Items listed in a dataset
Start of Block

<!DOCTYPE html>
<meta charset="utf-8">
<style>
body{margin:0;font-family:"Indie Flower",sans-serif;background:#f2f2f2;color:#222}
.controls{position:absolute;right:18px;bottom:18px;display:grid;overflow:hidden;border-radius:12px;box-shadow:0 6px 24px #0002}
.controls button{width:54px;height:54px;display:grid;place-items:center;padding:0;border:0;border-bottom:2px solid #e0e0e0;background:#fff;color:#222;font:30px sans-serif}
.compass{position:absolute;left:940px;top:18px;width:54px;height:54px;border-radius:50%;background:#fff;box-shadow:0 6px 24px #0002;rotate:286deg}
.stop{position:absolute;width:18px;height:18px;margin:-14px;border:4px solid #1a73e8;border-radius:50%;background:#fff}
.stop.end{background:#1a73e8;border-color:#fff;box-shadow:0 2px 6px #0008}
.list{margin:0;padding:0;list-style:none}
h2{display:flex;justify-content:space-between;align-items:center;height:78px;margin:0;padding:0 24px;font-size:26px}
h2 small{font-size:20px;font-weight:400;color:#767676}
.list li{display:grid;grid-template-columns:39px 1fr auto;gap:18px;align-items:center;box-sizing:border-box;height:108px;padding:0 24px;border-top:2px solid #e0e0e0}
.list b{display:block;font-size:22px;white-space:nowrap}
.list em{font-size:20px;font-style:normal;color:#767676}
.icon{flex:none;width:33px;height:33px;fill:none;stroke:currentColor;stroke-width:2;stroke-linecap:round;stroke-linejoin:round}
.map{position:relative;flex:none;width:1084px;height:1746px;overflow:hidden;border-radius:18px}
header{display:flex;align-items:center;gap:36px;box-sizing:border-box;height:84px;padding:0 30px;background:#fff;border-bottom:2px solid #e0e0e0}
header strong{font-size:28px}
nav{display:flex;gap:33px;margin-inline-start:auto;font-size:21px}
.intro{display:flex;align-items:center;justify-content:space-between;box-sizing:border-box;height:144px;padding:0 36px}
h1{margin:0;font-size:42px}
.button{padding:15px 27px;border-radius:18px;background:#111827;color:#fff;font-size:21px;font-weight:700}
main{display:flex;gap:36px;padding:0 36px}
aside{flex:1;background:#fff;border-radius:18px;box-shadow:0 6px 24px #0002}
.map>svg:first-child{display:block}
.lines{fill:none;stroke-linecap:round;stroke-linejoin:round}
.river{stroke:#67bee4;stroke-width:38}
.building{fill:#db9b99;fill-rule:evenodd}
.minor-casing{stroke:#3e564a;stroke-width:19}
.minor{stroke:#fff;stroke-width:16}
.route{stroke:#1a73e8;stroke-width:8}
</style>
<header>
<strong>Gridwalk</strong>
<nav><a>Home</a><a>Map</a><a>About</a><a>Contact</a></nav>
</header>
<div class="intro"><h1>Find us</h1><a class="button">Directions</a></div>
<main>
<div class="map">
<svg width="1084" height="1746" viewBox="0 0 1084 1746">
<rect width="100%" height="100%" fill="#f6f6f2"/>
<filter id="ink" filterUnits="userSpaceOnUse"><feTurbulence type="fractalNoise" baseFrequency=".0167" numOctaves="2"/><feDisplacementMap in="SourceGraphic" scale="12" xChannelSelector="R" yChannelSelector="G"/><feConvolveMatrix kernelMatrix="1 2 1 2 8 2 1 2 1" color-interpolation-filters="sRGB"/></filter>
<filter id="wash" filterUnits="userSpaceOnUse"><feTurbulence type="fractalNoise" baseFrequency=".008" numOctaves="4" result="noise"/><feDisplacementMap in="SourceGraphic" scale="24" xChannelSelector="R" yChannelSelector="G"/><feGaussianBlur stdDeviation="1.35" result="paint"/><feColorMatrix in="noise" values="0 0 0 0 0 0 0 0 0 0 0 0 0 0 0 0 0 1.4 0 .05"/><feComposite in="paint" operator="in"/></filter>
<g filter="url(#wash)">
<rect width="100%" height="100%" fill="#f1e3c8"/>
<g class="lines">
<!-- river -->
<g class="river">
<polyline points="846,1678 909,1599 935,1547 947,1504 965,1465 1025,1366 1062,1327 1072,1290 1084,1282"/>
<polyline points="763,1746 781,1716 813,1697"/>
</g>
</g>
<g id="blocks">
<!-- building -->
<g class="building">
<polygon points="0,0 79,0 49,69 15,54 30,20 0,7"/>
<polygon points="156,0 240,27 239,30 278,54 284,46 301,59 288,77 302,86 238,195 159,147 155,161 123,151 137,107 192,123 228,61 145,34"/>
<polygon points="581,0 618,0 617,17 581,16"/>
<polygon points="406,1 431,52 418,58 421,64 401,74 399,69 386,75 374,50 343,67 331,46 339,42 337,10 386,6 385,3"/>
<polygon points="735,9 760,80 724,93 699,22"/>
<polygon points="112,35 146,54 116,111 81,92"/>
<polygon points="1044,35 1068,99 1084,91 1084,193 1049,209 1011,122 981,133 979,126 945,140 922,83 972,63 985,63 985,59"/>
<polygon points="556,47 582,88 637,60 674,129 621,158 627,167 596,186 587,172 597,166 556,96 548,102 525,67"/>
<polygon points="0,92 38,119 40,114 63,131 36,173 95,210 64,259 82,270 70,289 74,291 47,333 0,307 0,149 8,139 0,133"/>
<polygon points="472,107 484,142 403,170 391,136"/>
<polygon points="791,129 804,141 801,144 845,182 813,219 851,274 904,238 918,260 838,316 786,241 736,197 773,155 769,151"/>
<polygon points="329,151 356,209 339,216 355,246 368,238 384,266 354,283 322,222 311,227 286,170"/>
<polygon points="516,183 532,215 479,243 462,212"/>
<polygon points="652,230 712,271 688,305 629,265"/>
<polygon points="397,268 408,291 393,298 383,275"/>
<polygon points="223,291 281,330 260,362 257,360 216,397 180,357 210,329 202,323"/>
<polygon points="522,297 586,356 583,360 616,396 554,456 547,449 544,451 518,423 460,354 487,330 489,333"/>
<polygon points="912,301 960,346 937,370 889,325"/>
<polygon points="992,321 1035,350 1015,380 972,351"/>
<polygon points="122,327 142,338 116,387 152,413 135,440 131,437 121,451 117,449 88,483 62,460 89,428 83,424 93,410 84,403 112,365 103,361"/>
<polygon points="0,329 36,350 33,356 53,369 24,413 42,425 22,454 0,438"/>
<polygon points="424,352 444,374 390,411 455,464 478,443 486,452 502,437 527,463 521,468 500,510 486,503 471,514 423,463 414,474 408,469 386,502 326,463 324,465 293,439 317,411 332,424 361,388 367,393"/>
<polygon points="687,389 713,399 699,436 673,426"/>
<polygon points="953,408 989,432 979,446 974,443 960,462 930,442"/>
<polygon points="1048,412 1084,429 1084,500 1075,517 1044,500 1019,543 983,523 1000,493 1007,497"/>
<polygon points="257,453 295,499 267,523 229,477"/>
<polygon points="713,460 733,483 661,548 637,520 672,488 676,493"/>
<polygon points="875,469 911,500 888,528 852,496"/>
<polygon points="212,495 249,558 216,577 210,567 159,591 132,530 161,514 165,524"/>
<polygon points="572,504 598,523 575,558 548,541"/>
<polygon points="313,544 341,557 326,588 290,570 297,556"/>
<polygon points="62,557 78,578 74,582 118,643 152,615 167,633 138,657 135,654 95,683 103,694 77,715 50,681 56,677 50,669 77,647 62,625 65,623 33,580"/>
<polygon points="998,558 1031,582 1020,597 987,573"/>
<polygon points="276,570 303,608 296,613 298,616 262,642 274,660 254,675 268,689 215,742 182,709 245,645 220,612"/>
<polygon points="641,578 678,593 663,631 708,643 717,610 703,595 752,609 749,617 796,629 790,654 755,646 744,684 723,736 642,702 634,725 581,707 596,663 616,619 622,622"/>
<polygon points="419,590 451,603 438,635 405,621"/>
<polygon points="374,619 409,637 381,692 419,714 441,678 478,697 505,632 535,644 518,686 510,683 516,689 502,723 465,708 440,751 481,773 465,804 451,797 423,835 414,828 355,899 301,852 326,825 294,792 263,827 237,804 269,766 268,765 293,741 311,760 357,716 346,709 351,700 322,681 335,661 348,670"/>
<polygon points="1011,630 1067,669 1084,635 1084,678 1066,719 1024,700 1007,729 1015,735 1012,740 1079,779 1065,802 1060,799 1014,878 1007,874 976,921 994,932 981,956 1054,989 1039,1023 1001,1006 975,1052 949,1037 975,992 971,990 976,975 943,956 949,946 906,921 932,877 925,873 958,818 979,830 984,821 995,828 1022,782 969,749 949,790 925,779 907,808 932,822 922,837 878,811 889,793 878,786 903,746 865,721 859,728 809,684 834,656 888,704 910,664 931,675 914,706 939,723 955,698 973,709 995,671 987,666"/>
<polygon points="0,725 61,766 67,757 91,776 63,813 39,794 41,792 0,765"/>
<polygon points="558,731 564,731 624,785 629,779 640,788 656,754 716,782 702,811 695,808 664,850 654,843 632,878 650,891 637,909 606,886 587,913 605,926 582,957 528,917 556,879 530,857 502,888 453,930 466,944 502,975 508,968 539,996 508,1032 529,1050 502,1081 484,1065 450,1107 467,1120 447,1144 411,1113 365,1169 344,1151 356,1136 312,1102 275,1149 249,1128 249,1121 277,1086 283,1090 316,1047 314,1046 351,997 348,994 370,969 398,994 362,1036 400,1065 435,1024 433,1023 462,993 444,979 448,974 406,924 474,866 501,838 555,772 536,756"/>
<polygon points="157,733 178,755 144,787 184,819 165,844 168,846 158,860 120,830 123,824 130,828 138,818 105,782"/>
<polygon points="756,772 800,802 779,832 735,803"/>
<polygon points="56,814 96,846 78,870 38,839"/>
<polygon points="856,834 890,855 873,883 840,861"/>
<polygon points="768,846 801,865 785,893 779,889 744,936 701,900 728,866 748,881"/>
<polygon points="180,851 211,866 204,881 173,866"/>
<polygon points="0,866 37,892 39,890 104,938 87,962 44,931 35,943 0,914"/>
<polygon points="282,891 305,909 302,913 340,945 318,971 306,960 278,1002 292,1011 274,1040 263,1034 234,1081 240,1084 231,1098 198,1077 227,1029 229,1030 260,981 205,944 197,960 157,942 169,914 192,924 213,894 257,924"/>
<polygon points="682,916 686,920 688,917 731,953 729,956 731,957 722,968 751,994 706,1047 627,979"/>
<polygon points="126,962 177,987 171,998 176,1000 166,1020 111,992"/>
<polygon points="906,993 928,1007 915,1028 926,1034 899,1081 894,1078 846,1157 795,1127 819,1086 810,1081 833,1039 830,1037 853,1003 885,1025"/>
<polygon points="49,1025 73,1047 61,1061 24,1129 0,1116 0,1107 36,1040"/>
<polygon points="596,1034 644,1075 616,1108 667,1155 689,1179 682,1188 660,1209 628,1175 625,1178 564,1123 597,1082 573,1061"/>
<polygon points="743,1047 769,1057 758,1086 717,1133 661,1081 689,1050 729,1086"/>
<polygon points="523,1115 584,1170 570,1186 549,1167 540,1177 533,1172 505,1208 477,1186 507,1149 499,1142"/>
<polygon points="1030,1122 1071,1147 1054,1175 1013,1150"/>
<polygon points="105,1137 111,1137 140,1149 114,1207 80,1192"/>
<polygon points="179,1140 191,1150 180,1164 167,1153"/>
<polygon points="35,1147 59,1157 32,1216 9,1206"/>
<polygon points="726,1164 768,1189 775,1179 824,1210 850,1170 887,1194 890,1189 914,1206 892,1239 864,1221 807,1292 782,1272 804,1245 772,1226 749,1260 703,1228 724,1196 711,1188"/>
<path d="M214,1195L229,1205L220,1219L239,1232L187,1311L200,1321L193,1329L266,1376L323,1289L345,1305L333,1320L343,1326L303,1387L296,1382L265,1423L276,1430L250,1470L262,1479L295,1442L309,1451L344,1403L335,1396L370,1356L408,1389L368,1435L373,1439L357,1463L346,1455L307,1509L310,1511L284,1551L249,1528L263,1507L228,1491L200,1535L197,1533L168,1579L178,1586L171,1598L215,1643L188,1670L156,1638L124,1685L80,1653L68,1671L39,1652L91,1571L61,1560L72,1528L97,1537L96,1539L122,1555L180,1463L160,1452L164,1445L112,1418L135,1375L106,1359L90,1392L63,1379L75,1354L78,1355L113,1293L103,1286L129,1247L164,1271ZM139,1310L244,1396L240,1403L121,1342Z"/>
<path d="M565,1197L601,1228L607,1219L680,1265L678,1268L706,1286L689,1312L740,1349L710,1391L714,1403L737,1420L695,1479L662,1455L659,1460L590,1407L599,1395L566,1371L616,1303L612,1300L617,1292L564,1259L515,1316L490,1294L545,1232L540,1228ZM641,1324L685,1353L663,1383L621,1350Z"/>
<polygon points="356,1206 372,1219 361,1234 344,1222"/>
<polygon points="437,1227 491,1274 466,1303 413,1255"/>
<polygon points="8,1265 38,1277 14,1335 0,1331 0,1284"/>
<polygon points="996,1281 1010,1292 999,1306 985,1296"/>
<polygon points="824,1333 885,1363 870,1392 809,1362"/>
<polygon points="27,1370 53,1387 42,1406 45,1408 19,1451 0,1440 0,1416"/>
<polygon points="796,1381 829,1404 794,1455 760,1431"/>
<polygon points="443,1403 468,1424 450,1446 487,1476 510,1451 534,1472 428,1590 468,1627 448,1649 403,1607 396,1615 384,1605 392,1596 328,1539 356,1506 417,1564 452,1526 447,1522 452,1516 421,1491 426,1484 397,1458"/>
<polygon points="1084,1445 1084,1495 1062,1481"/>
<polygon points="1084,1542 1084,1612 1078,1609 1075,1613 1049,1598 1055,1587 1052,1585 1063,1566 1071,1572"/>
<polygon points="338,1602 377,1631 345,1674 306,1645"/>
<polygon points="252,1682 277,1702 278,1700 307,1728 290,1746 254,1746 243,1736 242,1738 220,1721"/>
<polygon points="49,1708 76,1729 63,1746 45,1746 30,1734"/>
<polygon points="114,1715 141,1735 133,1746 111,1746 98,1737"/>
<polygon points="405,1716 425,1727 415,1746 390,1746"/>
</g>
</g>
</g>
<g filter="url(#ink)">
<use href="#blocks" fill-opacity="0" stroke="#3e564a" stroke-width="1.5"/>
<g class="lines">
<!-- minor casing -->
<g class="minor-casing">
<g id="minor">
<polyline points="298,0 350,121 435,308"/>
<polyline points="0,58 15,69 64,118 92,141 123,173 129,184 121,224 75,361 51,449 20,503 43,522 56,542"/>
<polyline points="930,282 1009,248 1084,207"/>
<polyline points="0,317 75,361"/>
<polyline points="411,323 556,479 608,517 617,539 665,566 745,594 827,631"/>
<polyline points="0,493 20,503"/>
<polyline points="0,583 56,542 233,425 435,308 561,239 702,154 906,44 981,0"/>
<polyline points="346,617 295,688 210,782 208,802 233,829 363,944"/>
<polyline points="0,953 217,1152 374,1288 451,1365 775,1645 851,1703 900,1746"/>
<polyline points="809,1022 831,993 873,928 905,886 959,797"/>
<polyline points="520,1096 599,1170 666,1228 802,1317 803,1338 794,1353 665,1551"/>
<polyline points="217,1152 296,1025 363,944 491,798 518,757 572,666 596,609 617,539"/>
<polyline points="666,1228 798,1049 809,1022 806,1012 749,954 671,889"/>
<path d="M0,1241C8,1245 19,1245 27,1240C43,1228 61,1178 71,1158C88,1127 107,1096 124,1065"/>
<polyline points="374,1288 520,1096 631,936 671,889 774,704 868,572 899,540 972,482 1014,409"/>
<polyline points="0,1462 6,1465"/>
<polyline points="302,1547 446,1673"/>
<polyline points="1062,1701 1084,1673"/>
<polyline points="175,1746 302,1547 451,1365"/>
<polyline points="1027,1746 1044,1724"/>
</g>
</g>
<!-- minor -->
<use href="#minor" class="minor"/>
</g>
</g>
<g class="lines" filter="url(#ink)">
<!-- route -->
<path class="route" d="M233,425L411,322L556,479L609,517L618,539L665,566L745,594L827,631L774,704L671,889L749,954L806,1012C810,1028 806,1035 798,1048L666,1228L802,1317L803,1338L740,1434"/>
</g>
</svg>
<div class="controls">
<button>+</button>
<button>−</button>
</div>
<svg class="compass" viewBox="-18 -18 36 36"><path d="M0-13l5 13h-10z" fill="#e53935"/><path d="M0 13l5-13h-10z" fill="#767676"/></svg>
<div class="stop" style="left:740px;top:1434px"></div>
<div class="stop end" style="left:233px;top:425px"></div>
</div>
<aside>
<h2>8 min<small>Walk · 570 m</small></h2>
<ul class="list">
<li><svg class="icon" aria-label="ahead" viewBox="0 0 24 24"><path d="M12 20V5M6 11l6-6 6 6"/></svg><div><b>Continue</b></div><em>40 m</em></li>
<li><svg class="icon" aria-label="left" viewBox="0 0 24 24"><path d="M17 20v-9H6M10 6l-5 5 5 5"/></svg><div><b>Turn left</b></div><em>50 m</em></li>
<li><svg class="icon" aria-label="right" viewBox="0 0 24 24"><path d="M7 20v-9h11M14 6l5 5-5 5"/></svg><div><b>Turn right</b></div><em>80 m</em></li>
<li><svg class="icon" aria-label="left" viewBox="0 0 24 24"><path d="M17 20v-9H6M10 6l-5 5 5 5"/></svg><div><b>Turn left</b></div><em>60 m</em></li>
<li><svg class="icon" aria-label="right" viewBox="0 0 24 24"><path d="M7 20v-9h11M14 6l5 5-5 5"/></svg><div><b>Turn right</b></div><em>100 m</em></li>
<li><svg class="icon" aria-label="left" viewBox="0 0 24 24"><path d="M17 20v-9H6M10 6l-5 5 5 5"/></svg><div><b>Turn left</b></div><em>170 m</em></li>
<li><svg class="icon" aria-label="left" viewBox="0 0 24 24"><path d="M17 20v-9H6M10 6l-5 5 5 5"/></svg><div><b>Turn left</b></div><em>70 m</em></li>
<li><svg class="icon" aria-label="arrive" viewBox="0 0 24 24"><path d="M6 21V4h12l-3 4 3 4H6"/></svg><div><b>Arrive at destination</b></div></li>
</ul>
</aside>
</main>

End of Block

* **What is expected**:
Using the records above, report the count of lines holding "numOctaves" and nothing else.

* **Answer to this task**:
2